Under the Andes By Rex Stout Characters: 20351

Updated: 2017-11-28 00:06

The events of the month that followed, though exciting enough, were of a similarity that would make their narration tedious, and I shall pass over them as speedily as possible.

We remained at Colorado Springs only two days after that morning in the garden. Le Mire, always in search of novelty, urged us away, and, since we really had nothing in view save the satisfaction of her whims, we consented. Salt Lake City was our next resting-place, but Le Mire tired of it in a day.

"I shall see the Pacific," she said to Harry and me, and we immediately set out for San Francisco.

Is it necessary for me to explain my attitude? But surely it explains itself. For one thing, I was disinclined to leave Harry in a position where he was so abundantly unable to take care of himself. For another, I take amusement wherever it offers itself, and I was most certainly not bored.

The vagaries and caprices of a beautiful woman are always interesting, and when you are allowed to study them at close range without being under the necessity of acting the part of a faithful lover they become doubly so.
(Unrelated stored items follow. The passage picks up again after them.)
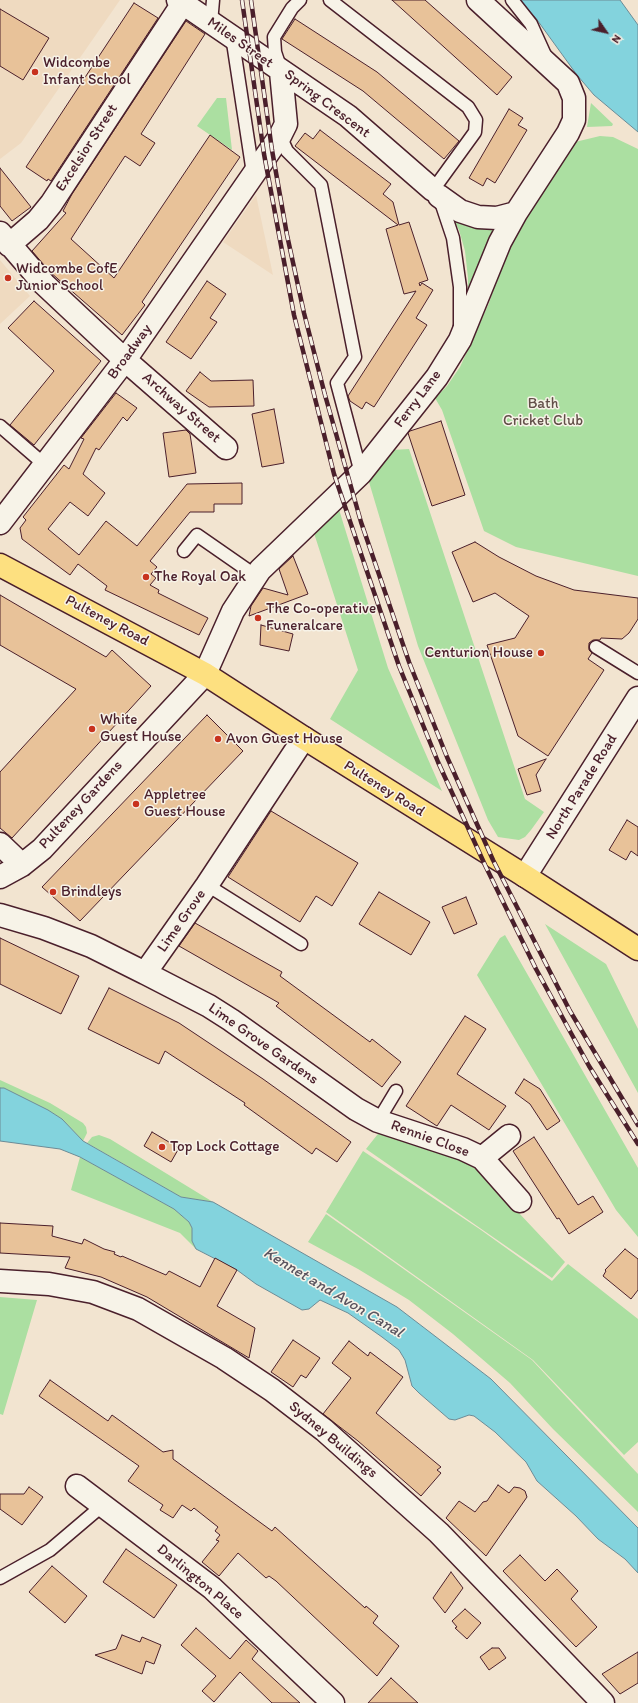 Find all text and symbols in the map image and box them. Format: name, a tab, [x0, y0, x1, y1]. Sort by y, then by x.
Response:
north arrow	[586, 12, 626, 52]
street label: Miles Street	[203, 14, 277, 72]
text: N	[609, 32, 624, 46]
place label: Widcombe Infant School	[43, 54, 131, 89]
street label: Spring Crescent	[280, 66, 374, 142]
marker: Widcombe Infant School	[30, 67, 40, 77]
street label: Excelsior Street	[52, 101, 122, 195]
place label: Widcombe CofE Junior School	[16, 260, 118, 295]
marker: Widcombe CofE Junior School	[3, 273, 13, 283]
street label: Broadway	[104, 321, 156, 383]
street label: Ferry Lane	[391, 367, 445, 431]
street label: Archway Street	[138, 369, 224, 447]
park label: Bath Cricket Club	[503, 395, 583, 430]
place label: The Royal Oak	[154, 568, 246, 586]
marker: The Royal Oak	[141, 572, 151, 582]
street label: Pulteney Road	[62, 591, 152, 651]
place label: The Co-operative Funeralcare	[266, 600, 376, 635]
marker: The Co-operative Funeralcare	[253, 613, 263, 623]
place label: Centurion House	[424, 644, 533, 662]
marker: Centurion House	[536, 648, 546, 658]
place label: White Guest House	[100, 711, 182, 746]
marker: White Guest House	[87, 724, 97, 734]
place label: Avon Guest House	[226, 730, 343, 748]
street label: North Parade Road	[542, 731, 622, 843]
marker: Avon Guest House	[213, 734, 223, 744]
street label: Pulteney Gardens	[35, 757, 127, 853]
street label: Pulteney Road	[340, 757, 428, 821]
place label: Appletree Guest House	[144, 786, 226, 821]
marker: Appletree Guest House	[131, 799, 141, 809]
place label: Brindleys	[61, 883, 122, 901]
street label: Lime Grove	[154, 886, 210, 956]
marker: Brindleys	[48, 887, 58, 897]
street label: Lime Grove Gardens	[204, 999, 322, 1089]
street label: Rennie Close	[388, 1116, 472, 1162]
place label: Top Lock Cottage	[170, 1138, 280, 1156]
marker: Top Lock Cottage	[157, 1142, 167, 1152]
water label: Kennet and Avon Canal	[260, 1244, 406, 1342]
street label: Sydney Buildings	[285, 1398, 381, 1482]
street label: Darlington Place	[153, 1541, 247, 1623]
Le Mire managed Harry with wonderful tact and finesse; I sat back and laughed at the performance, now and then applying a check when her riotous imagination seemed likely to run away with us.

At San Francisco she achieved a triumph, notorious to the point of embarrassment. Paul Lamar, of New York, had introduced himself into the highest circle of society, and in turn had introduced his friends, Senor and Senora Ramal. The senora captured the town in a single night at a reception and ball on Telegraph Hill.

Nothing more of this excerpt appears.